The in-process memory sampler is enabled by default in every release role. When BEAM total memory or cgroup usage crosses the configured threshold, it logs a sanitized snapshot with role metadata, memory categories, cgroup memory stats, process and port counts, top processes by memory, top processes by message queue length, and top ETS tables by memory. It never logs ETS table contents, messages, request bodies, prompts, bearer tokens, websocket frames, or upstream payloads.

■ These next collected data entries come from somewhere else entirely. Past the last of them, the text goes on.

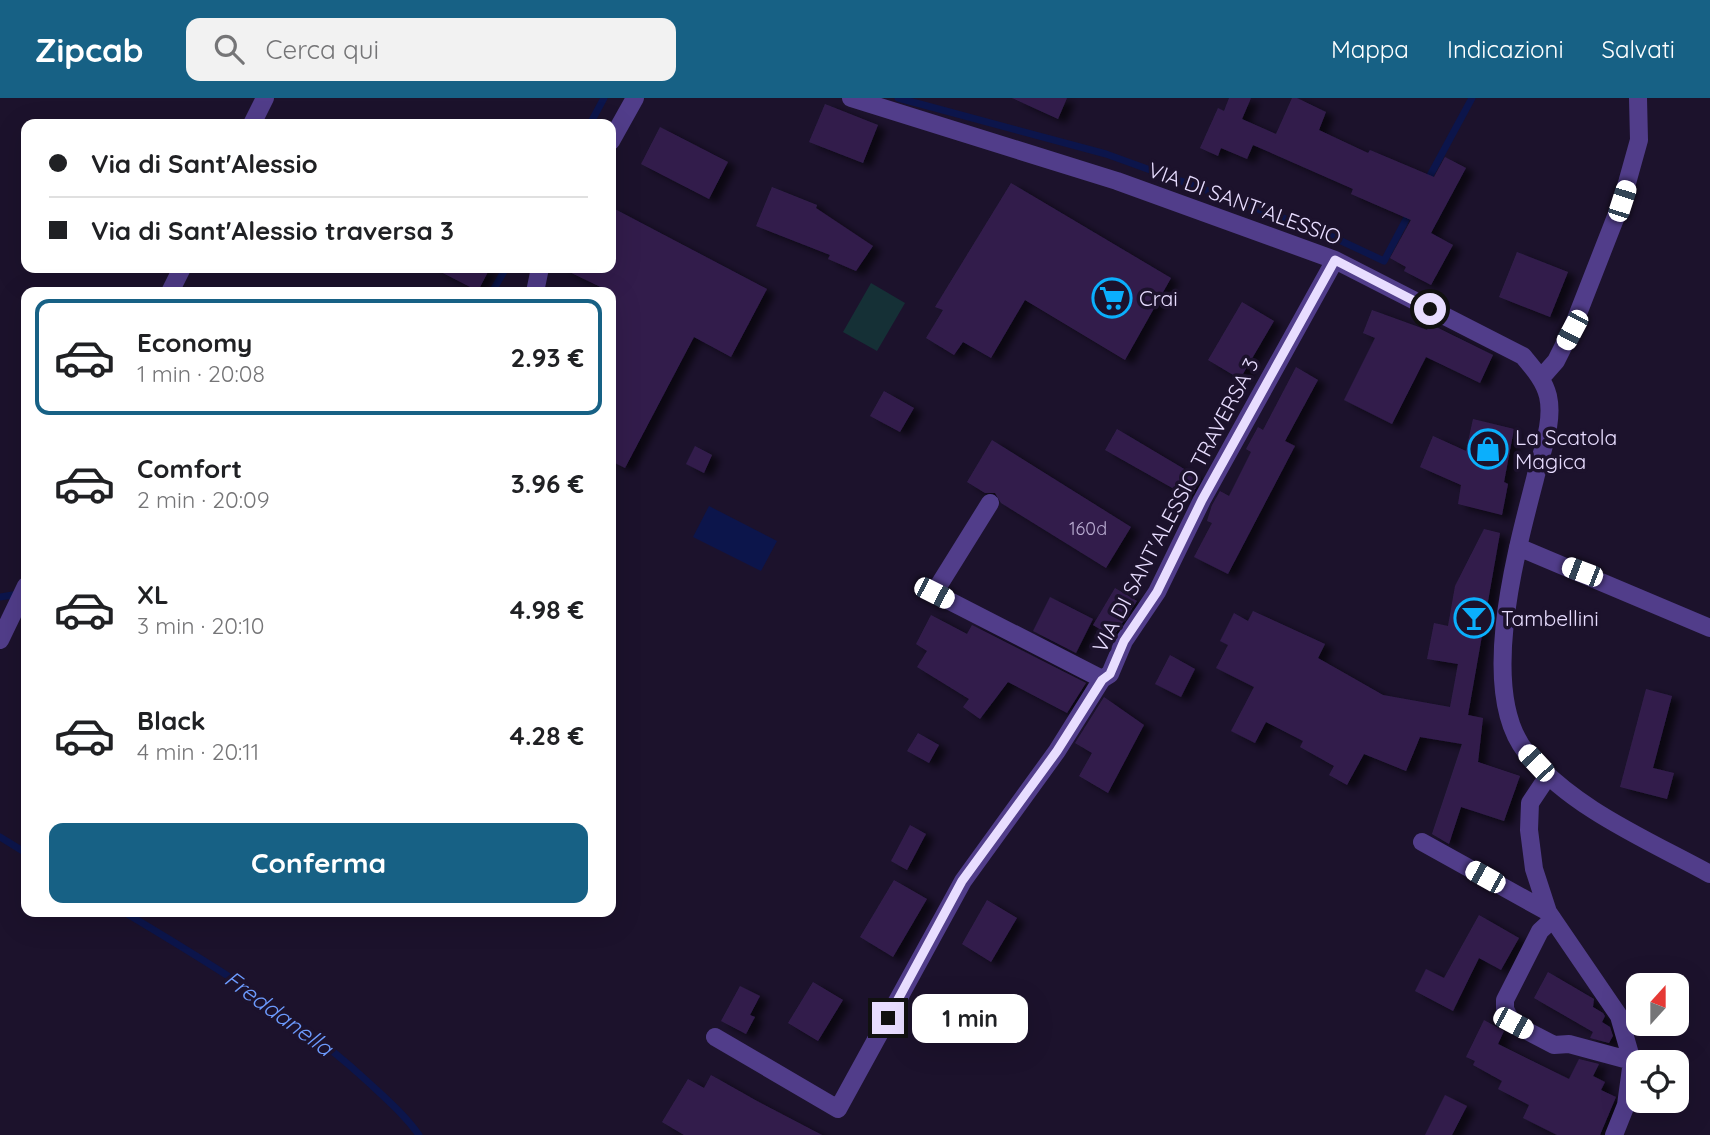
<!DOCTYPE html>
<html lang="it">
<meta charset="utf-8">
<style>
body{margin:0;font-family:Quicksand,sans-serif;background:#f2f2f2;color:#202124;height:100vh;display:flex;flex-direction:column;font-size:26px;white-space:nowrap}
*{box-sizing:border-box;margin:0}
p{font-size:23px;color:#757577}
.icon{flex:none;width:38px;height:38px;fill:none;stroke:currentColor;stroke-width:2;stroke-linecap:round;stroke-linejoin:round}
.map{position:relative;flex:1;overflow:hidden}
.side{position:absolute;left:21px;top:189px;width:595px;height:630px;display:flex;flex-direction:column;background:#fff;border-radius:14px;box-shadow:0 7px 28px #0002}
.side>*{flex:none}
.banner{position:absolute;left:21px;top:21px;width:595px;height:154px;border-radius:14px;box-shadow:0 7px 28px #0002;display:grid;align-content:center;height:154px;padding:0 28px;background:#fff}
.needle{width:46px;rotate:21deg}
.tools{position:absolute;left:1626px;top:875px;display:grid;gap:14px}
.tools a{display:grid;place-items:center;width:63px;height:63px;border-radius:14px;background:#fff;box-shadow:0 7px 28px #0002;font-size:35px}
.end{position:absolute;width:32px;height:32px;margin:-16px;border:9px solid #e8ddff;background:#111;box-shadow:0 0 0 4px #111}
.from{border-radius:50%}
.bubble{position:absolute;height:49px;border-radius:14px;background:#fff;box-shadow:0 7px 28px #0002;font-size:23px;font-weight:700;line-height:49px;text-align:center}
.car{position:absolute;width:21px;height:42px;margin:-21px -10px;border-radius:9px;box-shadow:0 0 5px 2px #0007;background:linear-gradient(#fff 24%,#345 0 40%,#fff 0 76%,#345 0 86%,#fff 0)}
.banner b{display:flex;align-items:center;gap:24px;height:66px;font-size:26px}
.banner b+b{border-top:2px solid #e0e0e0}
.banner i{width:18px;height:18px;background:#202124}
ul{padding:12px 0 0;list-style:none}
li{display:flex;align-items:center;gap:21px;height:116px;margin:0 14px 10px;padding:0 14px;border:4px solid transparent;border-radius:14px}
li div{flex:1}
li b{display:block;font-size:26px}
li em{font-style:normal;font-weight:700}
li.selected{border-color:#176185}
li>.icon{width:63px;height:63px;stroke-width:1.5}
.button{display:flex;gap:14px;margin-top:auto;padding:14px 28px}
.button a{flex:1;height:80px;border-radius:14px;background:#176185;color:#fff;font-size:28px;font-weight:700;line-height:80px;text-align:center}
header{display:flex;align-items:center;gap:42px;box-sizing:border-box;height:98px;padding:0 35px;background:#176185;color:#fff}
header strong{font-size:33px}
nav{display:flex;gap:38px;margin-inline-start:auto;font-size:24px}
.search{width:490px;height:63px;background:#f2f2f2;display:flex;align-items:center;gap:18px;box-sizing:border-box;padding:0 24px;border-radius:14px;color:#757577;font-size:26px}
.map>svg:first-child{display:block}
.green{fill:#153036}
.water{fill:#0c154b}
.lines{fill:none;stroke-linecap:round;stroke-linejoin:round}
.stream{stroke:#0c154b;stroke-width:7}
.building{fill:#321e4c;filter:url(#shadow)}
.minor{stroke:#513d8a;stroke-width:18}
.route{stroke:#e8ddff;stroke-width:9}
.labels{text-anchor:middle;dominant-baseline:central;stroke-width:7;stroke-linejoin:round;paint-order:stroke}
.number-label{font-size:18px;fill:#baadd2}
.street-label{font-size:21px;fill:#e8ddff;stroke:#1c122c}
.poi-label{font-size:21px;fill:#e8ddff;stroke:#1c122c;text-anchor:start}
.water-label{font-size:23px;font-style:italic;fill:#6c9afd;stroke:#1c122c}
</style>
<header>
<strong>Zipcab</strong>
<div class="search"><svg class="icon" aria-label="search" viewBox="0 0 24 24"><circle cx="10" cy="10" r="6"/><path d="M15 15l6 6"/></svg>Cerca qui</div>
<nav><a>Mappa</a><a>Indicazioni</a><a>Salvati</a></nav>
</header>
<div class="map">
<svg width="1710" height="1037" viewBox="0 0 1710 1037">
<defs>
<filter id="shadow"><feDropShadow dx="8" dy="4.5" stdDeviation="3.5" flood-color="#0009"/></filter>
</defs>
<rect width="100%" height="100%" fill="#1c122c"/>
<path class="green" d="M871 185 905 205 877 253 843 234Z"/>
<path class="water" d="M709 408 777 443 761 473 693 439Z"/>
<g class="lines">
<path class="stream" d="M898 0 1106 56 1322 134 1384 163 1410 114
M590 26 604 0
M1426 85 1472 0
M492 194 506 170
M0 499 19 496
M0 739 26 755
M124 814C209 865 293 915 367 983 385 1000 404 1016 419 1037"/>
</g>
<path class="building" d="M1012 0H1067L1058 21Z
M1229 0H1251L1242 21 1276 36 1292 0H1297L1326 14 1319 32 1368 55 1370 52 1434 79 1445 59 1466 70 1431 135 1453 147 1431 187 1404 173 1406 169 1390 160 1411 122 1351 96 1353 91 1253 47 1247 61 1221 50 1218 58 1200 50 1218 10 1224 13Z
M825 6 878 27 863 65 809 44Z
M660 29 728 64 709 101 641 66Z
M1011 85 1171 180 1125 262 1025 202 991 260 963 244 954 257 926 240 943 212 935 209Z
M772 89 817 107 816 110 873 148 856 173 828 161 830 157 756 128Z
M611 109 767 191 731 259 694 239 625 370 611 363V194L561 170H611Z
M1517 154 1568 174 1550 219 1499 199Z
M433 170H490L478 193Z
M1242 204 1274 223 1240 281 1208 262Z
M1372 212 1427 232 1430 226 1493 257 1480 285 1426 259 1392 326 1344 302 1375 240 1363 235Z
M1296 269 1318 282 1285 343 1295 348 1228 476 1194 459 1212 425 1207 423 1212 407 1220 393 1229 398 1251 354 1246 351 1258 329 1263 332Z
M884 293 914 310 900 334 870 318Z
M1473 321 1514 331 1504 384 1508 386 1502 417 1458 406 1461 387 1420 369 1433 338 1466 353Z
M1117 331 1201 381 1190 400 1105 352Z
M992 342 1131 429 1106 470 1001 405 995 395H985L967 384Z
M695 348 712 357 704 375 686 366Z
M1484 431 1500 435 1468 617 1483 620 1478 664 1520 678 1504 723 1461 709 1449 746 1432 736 1462 646 1420 639 1406 673 1364 656 1347 687 1329 677 1334 668 1300 649 1303 643 1266 624 1255 645 1231 633 1254 589 1216 570 1228 547 1220 543 1234 515 1248 523 1253 513 1325 546 1318 560 1383 597 1450 609 1458 566 1427 561 1434 525 1448 528 1455 488Z
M1115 490 1137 503 1113 539 1093 527Z
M1050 499 1093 521 1076 555 1033 533Z
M931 517 967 536 972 527 1086 585 1067 615 1008 584 980 621 963 609 969 601 917 569 927 553 916 546Z
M1170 557 1195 571 1181 599 1155 586Z
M1646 591 1672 598 1653 670 1674 675 1667 701 1620 689Z
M1104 599 1144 627 1108 695 1079 678 1092 655 1075 645Z
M918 635 939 647 929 665 907 653Z
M910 727 926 736 907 772 891 763Z
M894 782 927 801 893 859 860 839Z
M987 802 1017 820 991 864 962 846Z
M1479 817 1519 840 1501 872 1479 860 1453 913 1415 893 1426 871 1444 880Z
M1548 874 1594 901 1593 909 1603 915 1605 918 1602 924 1610 929 1613 938 1609 945 1590 940 1593 934 1534 900Z
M813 884 843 902 818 943 788 925Z
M740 888 760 898 750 917 755 919 746 936 721 923Z
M1484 922 1504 933 1498 946 1569 981 1579 961 1599 966 1593 978 1605 984 1601 992 1616 999 1600 1037H1557L1523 1020 1529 1007 1498 991 1502 983 1473 967 1475 963 1466 959Z
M711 977 757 1003 822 1037H684L662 1024 688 981 704 990Z
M1445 997 1467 1008 1452 1037H1425Z"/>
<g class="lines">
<path class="minor" d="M851 0 1117 83 1335 162 1523 258C1533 270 1544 282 1548 298 1554 324 1541 355 1535 381 1517 451 1477 593 1526 654 1571 710 1648 742 1710 776
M252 26 265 0
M611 43 635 0
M170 194 182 170
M535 194 540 170
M1541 280 1556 263 1572 231 1622 103 1639 42 1638 0
M990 405 934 495 1102 581
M1518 449 1710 530
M0 542 26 488
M1548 678 1530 705 1529 732 1534 771 1548 814 1619 918 1632 963 1626 1007 1614 1037
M1422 744 1548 814
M1553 821 1540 833 1505 902V911L1512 925 1554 947 1569 946 1632 963
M715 939 838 1011 963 783 1057 653 1102 581 1110 576 1124 543 1157 494 1202 402 1335 162"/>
</g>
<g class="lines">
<path class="route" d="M888 920 962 783 1057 653 1102 582 1110 576 1124 543 1157 494 1202 402 1335 162 1430 211"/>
</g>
<defs>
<g id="supermarket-ring" transform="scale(2.0125)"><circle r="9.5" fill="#1c122c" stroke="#0baffc" stroke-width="1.5"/><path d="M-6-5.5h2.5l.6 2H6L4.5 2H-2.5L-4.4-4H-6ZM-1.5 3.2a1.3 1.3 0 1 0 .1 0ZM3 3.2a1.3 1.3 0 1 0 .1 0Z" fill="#0baffc"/></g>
<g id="shop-ring" transform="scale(2.0125)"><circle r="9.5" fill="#1c122c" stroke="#0baffc" stroke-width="1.5"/><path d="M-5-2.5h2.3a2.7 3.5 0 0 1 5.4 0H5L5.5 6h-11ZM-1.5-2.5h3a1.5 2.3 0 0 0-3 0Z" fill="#0baffc"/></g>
<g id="bar-ring" transform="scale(2.0125)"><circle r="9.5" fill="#1c122c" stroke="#0baffc" stroke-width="1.5"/><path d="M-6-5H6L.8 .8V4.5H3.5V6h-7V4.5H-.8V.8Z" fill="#0baffc"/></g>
</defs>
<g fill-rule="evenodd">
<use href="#supermarket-ring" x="1112" y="200"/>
<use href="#shop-ring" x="1488" y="351"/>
<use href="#bar-ring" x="1474" y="520"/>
</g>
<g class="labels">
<g class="number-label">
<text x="1088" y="430">160d</text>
</g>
<g class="street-label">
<text transform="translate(1245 105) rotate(20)">VIA DI SANT'ALESSIO</text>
<text transform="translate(1175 407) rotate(-62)">VIA DI SANT'ALESSIO TRAVERSA 3</text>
</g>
<g class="poi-label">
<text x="1139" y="200">Crai</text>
<text x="1515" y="339">La Scatola<tspan x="1515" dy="24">Magica</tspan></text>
<text x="1501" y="520">Tambellini</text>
</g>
<g class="water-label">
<text transform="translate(279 915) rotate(36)">Freddanella</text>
</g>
</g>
</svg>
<div class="tools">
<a><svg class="needle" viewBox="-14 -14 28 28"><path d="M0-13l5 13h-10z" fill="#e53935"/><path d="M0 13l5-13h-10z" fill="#757577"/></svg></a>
<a><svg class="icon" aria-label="locate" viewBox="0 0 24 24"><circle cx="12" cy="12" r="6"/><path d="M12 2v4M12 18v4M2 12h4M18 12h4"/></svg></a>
</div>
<i class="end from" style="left:1430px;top:211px"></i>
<i class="end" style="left:888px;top:920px"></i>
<div class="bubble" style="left:912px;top:896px;width:116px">1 min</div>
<i class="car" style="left:1622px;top:103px;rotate:18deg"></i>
<i class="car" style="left:1572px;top:232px;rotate:208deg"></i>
<i class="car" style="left:1582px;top:474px;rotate:291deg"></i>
<i class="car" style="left:934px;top:495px;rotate:117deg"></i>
<i class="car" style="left:1536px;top:665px;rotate:317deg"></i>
<i class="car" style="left:1485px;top:779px;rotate:299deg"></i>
<i class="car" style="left:1513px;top:925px;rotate:118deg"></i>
<div class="banner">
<b><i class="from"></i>Via di Sant'Alessio</b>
<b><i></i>Via di Sant'Alessio traversa 3</b>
</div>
<section class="side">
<ul>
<li class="selected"><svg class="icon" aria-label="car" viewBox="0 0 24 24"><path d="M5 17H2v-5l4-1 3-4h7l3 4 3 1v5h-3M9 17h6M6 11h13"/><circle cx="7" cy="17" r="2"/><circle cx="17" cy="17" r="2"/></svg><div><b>Economy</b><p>1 min · 20:08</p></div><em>2.93 €</em></li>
<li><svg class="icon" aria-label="car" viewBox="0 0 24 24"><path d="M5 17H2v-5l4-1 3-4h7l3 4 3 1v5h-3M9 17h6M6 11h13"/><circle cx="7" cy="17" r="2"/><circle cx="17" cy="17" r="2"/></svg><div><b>Comfort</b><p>2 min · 20:09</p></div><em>3.96 €</em></li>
<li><svg class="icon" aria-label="car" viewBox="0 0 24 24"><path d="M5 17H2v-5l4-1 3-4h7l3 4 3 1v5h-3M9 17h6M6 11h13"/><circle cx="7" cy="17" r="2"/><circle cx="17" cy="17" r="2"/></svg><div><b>XL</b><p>3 min · 20:10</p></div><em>4.98 €</em></li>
<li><svg class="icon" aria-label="car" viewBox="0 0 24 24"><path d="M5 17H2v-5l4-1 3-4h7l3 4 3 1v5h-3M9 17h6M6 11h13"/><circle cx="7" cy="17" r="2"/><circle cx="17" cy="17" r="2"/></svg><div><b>Black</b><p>4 min · 20:11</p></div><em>4.28 €</em></li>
</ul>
<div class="button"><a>Conferma</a></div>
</section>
</div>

Emergency tuning environment variables:

```bash
CODEX_POOLER_MEMORY_SAMPLER_ENABLED=true
CODEX_POOLER_MEMORY_SAMPLER_THRESHOLD_RATIO=0.70
CODEX_POOLER_MEMORY_SAMPLER_MIN_INTERVAL_MS=60000
CODEX_POOLER_MEMORY_SAMPLER_TOP_PROCESSES=20
CODEX_POOLER_MEMORY_SAMPLER_TOP_ETS_TABLES=20
CODEX_POOLER_MEMORY_SAMPLER_LIMIT_BYTES=1073741824
```

Use a lower threshold or shorter interval only during active investigation, because logs are the only signal likely to capture a worker or scheduler spike that reaches OOM before the next Prometheus scrape. Worker and scheduler pods do not expose the app `/metrics` endpoint and do not start the Prometheus reporter, so combine their sampler logs with Kubernetes cgroup memory, restart, OOM, and memory-limit metrics.